■ **Exercise aim**
Which lines of the data include the string "bridges"? List them all.

[Dataset entries]
- - -

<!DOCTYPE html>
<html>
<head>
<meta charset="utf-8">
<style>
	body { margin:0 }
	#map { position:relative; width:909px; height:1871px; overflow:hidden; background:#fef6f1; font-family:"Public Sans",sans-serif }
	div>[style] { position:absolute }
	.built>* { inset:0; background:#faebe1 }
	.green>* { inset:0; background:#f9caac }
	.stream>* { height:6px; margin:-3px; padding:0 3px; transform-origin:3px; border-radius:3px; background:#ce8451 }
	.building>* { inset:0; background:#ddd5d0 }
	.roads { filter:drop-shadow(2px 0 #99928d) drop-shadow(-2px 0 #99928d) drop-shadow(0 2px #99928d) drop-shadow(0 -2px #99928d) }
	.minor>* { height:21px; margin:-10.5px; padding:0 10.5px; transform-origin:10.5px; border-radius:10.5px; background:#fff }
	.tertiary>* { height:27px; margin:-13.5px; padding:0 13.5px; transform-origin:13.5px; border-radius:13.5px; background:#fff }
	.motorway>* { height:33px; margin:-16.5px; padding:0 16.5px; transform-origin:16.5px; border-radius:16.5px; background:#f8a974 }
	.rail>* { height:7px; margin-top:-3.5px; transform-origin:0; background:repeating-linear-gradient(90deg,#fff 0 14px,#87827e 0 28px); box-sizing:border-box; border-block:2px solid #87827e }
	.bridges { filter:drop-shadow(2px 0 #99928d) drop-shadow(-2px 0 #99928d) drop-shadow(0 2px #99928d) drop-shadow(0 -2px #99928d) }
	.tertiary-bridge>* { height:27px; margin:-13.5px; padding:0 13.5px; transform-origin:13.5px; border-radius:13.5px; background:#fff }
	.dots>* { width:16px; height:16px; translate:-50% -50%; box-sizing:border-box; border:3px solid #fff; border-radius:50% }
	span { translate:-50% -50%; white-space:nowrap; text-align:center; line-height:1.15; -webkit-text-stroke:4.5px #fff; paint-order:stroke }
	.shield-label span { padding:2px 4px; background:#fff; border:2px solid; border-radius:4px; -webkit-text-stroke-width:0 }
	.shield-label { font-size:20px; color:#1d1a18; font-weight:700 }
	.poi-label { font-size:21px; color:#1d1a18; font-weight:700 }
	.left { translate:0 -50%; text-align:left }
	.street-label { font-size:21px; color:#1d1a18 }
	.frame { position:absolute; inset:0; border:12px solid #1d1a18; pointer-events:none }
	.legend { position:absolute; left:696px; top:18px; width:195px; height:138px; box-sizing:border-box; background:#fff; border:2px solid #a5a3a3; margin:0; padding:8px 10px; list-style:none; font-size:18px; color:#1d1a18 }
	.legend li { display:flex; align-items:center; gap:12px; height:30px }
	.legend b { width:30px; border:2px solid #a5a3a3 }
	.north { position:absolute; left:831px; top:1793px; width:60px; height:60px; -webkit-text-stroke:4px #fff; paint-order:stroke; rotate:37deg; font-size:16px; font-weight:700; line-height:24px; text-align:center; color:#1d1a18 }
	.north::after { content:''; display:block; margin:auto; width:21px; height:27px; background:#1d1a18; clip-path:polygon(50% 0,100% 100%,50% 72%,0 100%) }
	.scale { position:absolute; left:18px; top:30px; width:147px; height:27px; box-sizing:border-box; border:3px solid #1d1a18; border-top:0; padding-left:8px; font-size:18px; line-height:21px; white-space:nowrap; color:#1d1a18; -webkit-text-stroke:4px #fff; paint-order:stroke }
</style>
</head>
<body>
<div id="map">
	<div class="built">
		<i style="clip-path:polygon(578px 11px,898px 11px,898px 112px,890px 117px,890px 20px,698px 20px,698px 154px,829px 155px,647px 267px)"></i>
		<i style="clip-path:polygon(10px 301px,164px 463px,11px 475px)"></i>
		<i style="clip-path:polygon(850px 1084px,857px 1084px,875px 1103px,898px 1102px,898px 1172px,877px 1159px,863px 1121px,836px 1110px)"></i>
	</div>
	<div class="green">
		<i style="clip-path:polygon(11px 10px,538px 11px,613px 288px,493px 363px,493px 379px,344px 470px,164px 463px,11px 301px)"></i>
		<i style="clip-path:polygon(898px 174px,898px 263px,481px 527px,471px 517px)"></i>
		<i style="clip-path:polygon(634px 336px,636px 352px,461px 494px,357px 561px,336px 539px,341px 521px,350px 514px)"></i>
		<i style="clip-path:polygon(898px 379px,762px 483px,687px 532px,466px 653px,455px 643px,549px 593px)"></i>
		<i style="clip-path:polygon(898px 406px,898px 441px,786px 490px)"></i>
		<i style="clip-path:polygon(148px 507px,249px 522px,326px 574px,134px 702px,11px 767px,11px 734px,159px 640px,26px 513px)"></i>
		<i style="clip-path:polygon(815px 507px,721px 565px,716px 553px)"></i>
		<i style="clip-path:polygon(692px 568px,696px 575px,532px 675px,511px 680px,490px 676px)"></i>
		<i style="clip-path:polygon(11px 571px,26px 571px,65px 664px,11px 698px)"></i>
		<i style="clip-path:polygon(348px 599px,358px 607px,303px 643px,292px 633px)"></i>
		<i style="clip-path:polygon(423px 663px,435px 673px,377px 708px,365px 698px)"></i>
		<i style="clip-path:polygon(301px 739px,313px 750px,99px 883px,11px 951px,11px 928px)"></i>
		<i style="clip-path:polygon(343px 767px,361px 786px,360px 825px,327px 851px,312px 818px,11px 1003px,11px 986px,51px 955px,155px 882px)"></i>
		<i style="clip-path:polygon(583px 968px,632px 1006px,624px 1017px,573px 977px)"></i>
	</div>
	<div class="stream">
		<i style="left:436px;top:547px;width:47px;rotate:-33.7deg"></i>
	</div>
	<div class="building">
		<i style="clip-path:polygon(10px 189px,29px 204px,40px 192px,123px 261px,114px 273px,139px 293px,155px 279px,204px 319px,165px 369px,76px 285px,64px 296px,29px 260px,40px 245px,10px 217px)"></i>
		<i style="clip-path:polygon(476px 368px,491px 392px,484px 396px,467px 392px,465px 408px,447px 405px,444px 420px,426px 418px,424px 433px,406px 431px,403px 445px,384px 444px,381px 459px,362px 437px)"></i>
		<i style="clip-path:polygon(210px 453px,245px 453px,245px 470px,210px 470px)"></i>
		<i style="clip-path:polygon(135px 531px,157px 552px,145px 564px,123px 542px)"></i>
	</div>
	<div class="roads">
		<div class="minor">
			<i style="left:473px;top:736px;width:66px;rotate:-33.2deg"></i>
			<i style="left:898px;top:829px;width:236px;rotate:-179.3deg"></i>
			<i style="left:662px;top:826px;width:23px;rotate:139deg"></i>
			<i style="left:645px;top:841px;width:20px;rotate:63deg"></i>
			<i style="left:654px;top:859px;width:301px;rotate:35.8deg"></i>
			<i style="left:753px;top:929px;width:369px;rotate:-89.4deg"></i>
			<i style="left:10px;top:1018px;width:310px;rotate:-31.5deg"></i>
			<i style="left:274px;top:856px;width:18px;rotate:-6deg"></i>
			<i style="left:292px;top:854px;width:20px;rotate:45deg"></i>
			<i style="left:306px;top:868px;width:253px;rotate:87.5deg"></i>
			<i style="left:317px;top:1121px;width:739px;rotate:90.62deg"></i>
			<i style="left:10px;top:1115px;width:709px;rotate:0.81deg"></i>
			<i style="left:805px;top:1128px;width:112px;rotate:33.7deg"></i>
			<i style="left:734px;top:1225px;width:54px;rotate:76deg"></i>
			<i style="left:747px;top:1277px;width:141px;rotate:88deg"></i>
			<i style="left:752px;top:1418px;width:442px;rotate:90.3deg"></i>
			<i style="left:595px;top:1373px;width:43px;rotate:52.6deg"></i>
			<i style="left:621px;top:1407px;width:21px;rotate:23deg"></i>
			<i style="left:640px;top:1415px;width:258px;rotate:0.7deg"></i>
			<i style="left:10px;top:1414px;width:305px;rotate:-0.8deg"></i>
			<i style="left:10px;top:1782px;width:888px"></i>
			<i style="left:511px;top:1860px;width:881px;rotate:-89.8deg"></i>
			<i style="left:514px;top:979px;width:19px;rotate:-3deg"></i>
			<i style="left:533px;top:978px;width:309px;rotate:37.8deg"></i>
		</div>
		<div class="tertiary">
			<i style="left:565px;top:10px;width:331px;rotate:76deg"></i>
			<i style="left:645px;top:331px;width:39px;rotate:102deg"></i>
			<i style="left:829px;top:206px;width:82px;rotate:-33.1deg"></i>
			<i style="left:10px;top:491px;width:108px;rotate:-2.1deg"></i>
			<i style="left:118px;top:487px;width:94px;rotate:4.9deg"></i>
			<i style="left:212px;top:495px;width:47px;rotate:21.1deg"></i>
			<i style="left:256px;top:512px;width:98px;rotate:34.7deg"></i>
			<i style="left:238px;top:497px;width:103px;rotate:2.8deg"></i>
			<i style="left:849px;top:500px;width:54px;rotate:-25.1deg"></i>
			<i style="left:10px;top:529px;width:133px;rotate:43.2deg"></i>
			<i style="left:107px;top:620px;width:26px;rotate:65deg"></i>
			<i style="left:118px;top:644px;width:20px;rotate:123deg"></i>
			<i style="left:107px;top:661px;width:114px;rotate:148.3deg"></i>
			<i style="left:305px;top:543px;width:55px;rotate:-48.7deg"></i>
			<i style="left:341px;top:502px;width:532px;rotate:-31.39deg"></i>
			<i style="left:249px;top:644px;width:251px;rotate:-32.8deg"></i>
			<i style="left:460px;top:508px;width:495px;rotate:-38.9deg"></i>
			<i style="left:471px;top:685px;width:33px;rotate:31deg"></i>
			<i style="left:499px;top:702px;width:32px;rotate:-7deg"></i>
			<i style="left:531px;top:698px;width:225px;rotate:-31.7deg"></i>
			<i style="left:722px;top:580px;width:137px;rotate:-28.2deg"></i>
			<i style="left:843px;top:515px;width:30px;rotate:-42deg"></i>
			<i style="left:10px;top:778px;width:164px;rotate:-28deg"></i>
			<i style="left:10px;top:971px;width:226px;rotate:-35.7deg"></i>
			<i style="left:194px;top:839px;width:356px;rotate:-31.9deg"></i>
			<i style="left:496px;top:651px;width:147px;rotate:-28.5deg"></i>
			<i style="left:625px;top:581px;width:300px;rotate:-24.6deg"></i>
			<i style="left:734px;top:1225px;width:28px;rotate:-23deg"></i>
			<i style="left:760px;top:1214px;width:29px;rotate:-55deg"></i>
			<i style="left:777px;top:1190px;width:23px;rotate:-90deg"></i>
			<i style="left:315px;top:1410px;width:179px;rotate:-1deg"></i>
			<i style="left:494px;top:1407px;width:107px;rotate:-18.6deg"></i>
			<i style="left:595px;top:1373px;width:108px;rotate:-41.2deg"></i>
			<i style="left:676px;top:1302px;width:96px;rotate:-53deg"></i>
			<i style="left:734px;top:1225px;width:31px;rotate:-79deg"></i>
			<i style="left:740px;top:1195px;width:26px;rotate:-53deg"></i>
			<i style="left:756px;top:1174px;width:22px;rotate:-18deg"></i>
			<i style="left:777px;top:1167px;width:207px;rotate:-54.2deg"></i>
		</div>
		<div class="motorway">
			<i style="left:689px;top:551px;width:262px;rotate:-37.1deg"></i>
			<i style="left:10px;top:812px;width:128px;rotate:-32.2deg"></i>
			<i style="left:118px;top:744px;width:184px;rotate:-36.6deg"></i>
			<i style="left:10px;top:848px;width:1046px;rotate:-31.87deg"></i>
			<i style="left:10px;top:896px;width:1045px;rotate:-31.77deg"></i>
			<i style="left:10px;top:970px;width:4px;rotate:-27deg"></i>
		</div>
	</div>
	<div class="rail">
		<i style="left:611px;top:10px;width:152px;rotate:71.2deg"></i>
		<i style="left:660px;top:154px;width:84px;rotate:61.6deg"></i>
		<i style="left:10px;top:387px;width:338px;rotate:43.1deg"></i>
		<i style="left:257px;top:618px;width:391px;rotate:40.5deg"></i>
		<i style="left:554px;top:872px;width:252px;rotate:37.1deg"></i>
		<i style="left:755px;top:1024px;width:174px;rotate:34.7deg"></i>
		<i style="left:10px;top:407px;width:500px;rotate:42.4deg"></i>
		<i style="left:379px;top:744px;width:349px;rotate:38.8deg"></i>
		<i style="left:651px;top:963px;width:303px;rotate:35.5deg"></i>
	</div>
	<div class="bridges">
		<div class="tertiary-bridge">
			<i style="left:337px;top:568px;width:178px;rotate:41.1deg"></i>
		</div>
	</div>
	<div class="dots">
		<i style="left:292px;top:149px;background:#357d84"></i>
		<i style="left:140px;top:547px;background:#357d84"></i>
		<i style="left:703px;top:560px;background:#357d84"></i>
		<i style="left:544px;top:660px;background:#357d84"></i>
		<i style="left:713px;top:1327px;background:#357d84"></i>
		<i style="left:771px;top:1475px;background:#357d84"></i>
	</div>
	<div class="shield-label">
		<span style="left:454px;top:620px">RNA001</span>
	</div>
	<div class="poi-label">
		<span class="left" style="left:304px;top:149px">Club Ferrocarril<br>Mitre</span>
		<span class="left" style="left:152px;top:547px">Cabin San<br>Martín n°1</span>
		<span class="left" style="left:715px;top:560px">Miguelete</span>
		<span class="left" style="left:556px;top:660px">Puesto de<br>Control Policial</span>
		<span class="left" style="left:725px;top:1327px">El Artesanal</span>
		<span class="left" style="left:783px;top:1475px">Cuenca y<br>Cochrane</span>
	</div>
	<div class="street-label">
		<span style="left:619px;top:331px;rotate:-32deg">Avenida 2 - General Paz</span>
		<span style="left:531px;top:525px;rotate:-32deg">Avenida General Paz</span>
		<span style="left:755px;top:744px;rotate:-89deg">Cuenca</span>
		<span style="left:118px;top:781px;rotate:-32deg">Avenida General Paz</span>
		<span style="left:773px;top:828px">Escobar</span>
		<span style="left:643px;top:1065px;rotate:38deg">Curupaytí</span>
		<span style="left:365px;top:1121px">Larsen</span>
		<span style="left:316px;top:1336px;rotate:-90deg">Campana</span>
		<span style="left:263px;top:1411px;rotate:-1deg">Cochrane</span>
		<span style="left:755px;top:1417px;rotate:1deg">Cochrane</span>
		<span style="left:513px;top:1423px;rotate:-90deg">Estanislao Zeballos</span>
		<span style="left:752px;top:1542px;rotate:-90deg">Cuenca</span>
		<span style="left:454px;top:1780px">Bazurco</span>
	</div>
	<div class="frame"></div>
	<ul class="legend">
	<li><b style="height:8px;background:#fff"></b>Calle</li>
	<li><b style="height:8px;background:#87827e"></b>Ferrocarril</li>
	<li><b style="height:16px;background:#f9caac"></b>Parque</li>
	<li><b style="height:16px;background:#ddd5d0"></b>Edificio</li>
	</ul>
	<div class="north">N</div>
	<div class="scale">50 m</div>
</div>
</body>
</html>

- - -

■ **Written answer**
	.bridges { filter:drop-shadow(2px 0 #99928d) drop-shadow(-2px 0 #99928d) drop-shadow(0 2px #99928d) drop-shadow(0 -2px #99928d) }
	<div class="bridges">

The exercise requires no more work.